WATERLOO — To the average fan, a World Cup game between Switzerland and Serbia might just seem like a clash between two strong soccer nations.
But dig deeper and you’ll find greater context.
“When Switzerland plays Serbia there are incredible tensions between the players,” said Tim Elcombe, an associate professor of kinesiology and physical education at Wilfrid Laurier University.
“It’s because there are a couple of players on Switzerland who are Albanian and one was born in Kosovo. So then if you know the tension between Serbia and Kosovo, you start to understand why this game matters so much and why there is so much attention.”
Every match at the World Cup, currently running in Qatar, has its history on and off the pitch.
And Elcombe, and his team at the Balsillie School of International Affairs, break down every tilt as part of the World Cup and Global Politics Project.
The web hub goes way beyond scores and schedules and examines the relationship between politics and sport by providing a bevy of material including a World Cup historical primer, match previews and tables and indices rating countries’ happiness, freedom and GDP, among other things.

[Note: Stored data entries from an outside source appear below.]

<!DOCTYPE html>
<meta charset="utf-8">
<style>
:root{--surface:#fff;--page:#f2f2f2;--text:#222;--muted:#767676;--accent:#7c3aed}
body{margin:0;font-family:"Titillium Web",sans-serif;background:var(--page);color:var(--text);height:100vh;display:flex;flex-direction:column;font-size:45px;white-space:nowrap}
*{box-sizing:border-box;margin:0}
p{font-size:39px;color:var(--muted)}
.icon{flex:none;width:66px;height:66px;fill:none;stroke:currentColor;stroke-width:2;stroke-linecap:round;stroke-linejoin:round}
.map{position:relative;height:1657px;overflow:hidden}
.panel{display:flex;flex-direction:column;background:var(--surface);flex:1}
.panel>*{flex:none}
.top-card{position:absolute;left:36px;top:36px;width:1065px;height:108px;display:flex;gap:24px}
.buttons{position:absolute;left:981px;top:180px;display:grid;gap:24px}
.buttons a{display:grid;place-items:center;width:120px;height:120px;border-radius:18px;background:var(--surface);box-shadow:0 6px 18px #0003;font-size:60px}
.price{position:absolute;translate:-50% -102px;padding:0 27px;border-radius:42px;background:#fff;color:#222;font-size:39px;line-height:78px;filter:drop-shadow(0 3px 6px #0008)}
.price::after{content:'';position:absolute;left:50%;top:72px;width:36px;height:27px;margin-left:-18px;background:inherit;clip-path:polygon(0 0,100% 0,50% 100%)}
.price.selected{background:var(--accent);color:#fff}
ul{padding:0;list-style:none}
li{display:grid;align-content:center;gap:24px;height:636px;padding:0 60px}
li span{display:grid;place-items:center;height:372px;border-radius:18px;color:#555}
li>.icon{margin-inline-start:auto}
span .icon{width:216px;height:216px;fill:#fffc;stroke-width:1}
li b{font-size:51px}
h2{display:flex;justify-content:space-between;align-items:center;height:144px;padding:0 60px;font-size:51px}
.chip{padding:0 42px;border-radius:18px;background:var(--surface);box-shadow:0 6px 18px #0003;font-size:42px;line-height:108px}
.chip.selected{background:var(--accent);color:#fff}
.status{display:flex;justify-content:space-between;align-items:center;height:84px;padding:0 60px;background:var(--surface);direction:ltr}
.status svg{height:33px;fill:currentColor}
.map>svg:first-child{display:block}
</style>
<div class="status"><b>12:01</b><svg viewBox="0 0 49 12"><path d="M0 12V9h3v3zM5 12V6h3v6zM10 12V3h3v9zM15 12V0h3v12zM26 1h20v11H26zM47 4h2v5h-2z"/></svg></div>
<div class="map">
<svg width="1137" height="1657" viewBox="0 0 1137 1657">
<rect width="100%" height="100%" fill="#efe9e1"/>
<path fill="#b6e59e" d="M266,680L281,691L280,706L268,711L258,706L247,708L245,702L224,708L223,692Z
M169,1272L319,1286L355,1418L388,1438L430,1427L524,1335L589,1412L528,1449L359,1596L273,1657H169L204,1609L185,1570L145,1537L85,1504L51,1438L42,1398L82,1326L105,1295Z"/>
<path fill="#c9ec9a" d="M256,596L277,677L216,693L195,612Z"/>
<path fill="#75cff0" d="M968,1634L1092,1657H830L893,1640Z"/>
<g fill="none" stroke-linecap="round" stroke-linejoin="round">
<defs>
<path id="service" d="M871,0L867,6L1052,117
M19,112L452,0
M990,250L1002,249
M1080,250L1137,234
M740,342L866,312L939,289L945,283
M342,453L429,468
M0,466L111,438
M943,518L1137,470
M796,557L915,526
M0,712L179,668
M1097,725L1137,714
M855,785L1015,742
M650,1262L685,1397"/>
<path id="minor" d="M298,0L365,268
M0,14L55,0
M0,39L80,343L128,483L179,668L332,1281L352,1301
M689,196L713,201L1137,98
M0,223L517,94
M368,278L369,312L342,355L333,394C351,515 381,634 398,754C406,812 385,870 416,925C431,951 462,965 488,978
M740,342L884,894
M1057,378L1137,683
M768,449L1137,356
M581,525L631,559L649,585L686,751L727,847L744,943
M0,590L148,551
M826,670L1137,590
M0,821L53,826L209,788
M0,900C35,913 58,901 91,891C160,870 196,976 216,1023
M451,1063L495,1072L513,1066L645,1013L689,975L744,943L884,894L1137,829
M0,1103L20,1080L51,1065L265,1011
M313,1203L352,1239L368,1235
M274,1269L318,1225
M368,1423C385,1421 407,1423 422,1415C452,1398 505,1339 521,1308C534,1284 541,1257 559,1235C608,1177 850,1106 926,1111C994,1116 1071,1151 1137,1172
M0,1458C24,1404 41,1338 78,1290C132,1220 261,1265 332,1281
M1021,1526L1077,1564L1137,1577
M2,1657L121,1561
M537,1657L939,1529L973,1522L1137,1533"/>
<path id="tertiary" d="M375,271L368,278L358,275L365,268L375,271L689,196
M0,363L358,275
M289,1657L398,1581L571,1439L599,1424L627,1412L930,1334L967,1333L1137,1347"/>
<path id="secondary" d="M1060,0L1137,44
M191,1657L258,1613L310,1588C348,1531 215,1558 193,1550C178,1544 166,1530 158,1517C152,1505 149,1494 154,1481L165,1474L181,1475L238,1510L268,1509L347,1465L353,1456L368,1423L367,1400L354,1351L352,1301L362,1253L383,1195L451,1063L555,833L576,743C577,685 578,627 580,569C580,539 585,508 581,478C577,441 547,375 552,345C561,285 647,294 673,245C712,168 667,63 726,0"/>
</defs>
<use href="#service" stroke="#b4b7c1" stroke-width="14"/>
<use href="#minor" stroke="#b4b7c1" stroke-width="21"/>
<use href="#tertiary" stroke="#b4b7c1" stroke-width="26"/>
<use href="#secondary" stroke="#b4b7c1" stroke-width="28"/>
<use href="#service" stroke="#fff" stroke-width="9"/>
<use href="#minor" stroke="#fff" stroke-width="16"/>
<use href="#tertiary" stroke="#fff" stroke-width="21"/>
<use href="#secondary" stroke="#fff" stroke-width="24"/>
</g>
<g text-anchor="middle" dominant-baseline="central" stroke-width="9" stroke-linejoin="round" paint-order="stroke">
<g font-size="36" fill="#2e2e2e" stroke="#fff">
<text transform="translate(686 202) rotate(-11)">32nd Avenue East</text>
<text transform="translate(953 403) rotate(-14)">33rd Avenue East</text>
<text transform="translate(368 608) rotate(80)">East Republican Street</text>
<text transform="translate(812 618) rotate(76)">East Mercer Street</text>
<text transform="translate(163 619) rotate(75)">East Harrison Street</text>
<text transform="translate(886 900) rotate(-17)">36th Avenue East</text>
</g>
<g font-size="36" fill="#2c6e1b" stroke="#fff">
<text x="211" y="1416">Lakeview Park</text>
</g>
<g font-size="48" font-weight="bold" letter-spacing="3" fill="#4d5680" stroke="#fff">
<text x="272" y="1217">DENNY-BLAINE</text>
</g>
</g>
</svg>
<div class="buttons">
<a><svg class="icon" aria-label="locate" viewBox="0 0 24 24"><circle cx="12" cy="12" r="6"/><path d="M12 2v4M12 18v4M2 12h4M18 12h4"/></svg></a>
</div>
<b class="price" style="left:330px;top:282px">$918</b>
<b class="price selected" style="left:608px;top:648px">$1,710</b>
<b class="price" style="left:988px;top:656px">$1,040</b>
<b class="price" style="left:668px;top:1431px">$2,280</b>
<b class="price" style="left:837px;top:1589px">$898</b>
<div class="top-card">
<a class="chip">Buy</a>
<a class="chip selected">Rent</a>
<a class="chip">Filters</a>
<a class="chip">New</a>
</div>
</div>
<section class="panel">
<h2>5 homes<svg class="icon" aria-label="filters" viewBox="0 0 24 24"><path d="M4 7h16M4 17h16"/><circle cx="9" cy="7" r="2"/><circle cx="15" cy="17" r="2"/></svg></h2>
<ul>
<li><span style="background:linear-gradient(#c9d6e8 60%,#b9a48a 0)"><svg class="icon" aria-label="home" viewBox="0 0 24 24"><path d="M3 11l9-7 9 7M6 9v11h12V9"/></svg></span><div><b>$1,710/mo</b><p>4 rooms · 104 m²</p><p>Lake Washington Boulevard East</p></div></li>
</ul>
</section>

“It’s really a way to connect international affairs and the World Cup,” said Elcombe, who is also a fellow at the Balsillie school. “Especially with it being in Qatar and so much attention on the political side of it.”
Elcombe, a lifelong soccer fan whose area of expertise is sports and ethics, got inspired for the project while on sabbatical in Britain — mostly in Wales — in 2015.
“Being in one of the British environments of sport really drew me into looking at sport through an international or global lens,” he said. “It really heightened how different sport is in North America than it is in the rest of the world.”
Elcombe received a grant from the Balsillie school, which allowed him to hire some students to help populate the website while also getting support from colleague Alanna Harman, an assistant professor of kinesiology and physical education at Laurier, as well as from a peer at the Cardiff Metropolitan University in Wales.
The project is packed with content but it’s the daily briefs that are the real eye-opener. Each one breaks down the day’s match in an interesting and educational way.
Like the one that set up a group stage match between the United States and Iran, which described the first time the nations met in 1998.
“Described as the most politically charged game in football history, the Iranian team were instructed by the Ayatollah to disregard FIFA protocol which required them, as the visiting team, to initiate handshakes with their American competitors,” the preview read. “However in an act of peace, each Iranian player handed the Americans a white rose — before historically defeating the USA in a match that led to celebrations in the streets of Iran, raising concerns of the Iranian leadership.”
The United States won 1-0 this time around.
Or read up on the “complicated history” between Croatia and Canada, fuelled further by Canadian skipper John Herdman, who was accused of disrespecting the Croatian contingent before their group stage tilt at this year’s World Cup.
“What they (FIFA) want to claim is that the only way football can do its work is if everyone leaves their politics at the side when these competitions begin,” said Elcombe. “Then we allow nations, that otherwise wouldn’t get along, to show up and compete. But it’s impossible. So, it becomes more of an issue of how do you deal with the inevitable political complexity?”
Elcombe hopes to use the news hub as a pilot project and see it continue to evolve for 2026. That’s when Canada co-hosts the World Cup with the United States and Mexico and, once again, politics, global relations and sports will collide.
“As soon as it goes to North America, Canada is going to be scrutinized for its human rights issues and for all sorts of things,” he said. “The United States is going to take the brunt of it, but there is no doubt in my mind that it will be part of the conversation in 2026.”